Task item:
Every line of the data below must be output exactly, with images left out.

Data extracts:
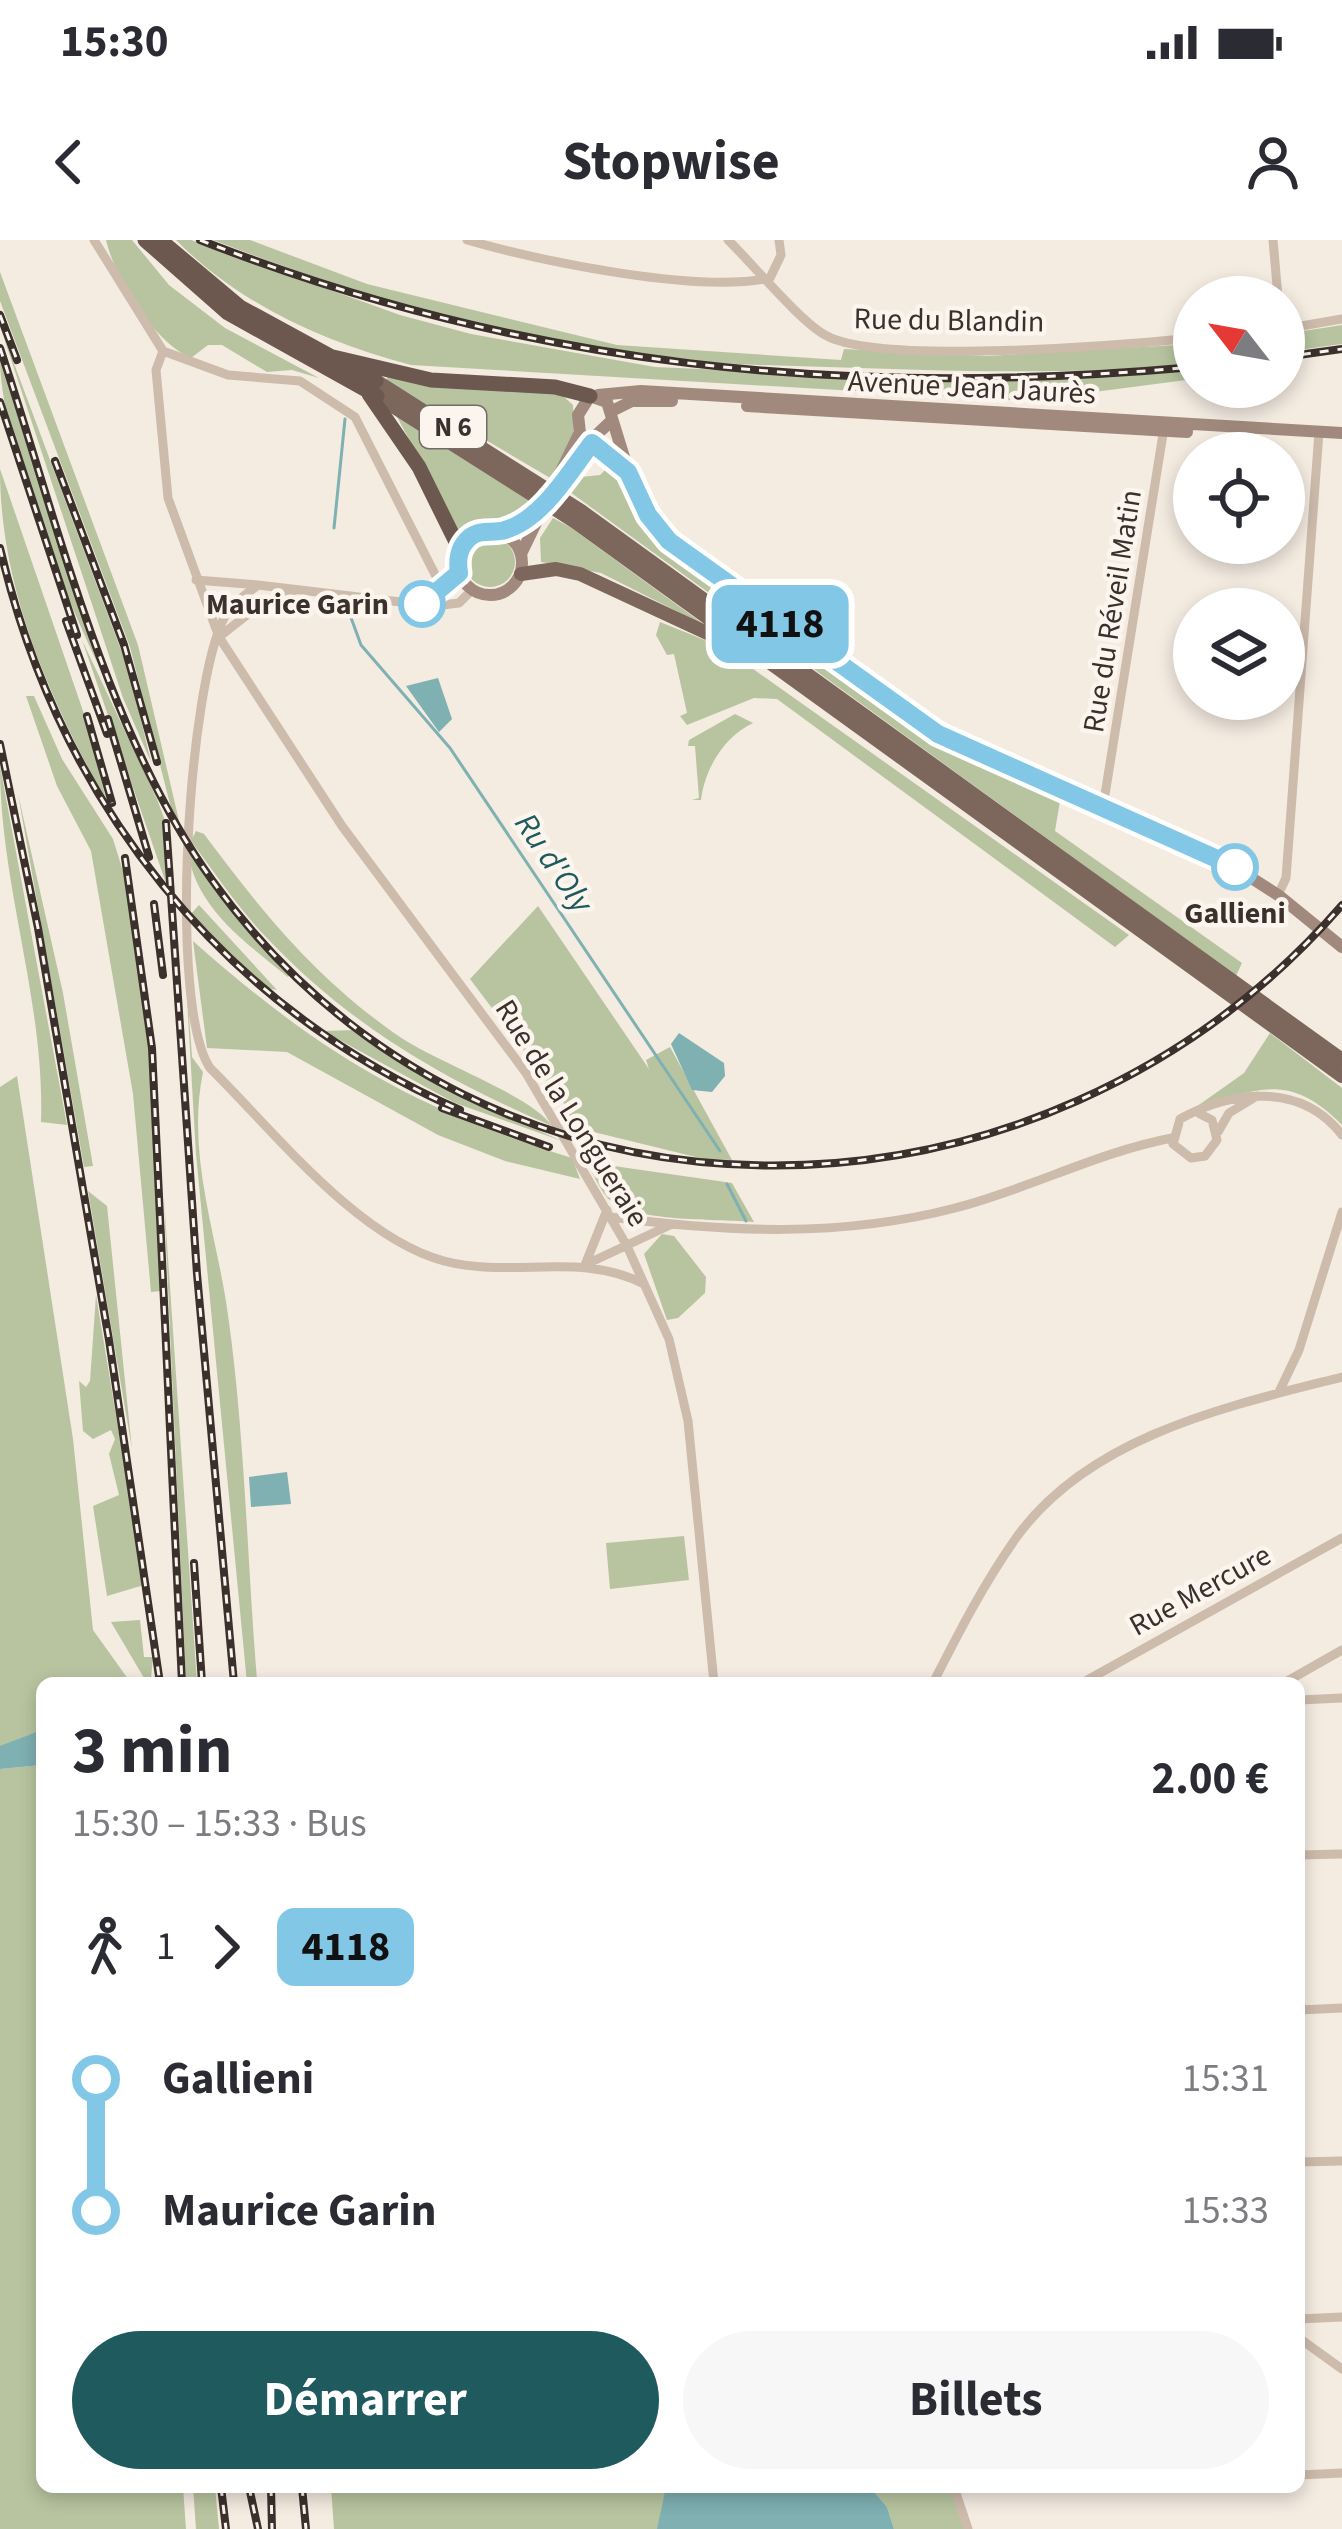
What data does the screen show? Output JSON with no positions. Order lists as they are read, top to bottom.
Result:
{
  "streets": {
    "highway": ["N 6"],
    "main road": ["Avenue Jean Jaurès"],
    "street": [
      "Rue du Blandin",
      "Rue du Réveil Matin",
      "Rue de la Longueraie",
      "Rue Mercure"
    ]
  },
  "crossings": [
    ["Avenue Jean Jaurès", "Rue du Réveil Matin"]
  ],
  "water": ["Ru d'Oly"],
  "places": ["Maurice Garin", "Gallieni"],
  "lines": ["bus line 4118"],
  "north": "top left",
  "page": {
    "status": "15:30",
    "header": "Stopwise",
    "on_map": "4118",
    "heading": ["3 min", "15:30 – 15:33 · Bus", "2.00 €"],
    "legs": ["1", "4118"],
    "list": [
      {
        "name": "Gallieni",
        "value": "15:31"
      },
      {
        "name": "Maurice Garin",
        "value": "15:33"
      }
    ],
    "buttons": ["Démarrer", "Billets"]
  }
}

Solution for this exercise:
What data does the screen show? Output JSON with no positions. Order lists as they are read, top to bottom.
Result:
{
  "streets": {
    "highway": ["N 6"],
    "main road": ["Avenue Jean Jaurès"],
    "street": [
      "Rue du Blandin",
      "Rue du Réveil Matin",
      "Rue de la Longueraie",
      "Rue Mercure"
    ]
  },
  "crossings": [
    ["Avenue Jean Jaurès", "Rue du Réveil Matin"]
  ],
  "water": ["Ru d'Oly"],
  "places": ["Maurice Garin", "Gallieni"],
  "lines": ["bus line 4118"],
  "north": "top left",
  "page": {
    "status": "15:30",
    "header": "Stopwise",
    "on_map": "4118",
    "heading": ["3 min", "15:30 – 15:33 · Bus", "2.00 €"],
    "legs": ["1", "4118"],
    "list": [
      {
        "name": "Gallieni",
        "value": "15:31"
      },
      {
        "name": "Maurice Garin",
        "value": "15:33"
      }
    ],
    "buttons": ["Démarrer", "Billets"]
  }
}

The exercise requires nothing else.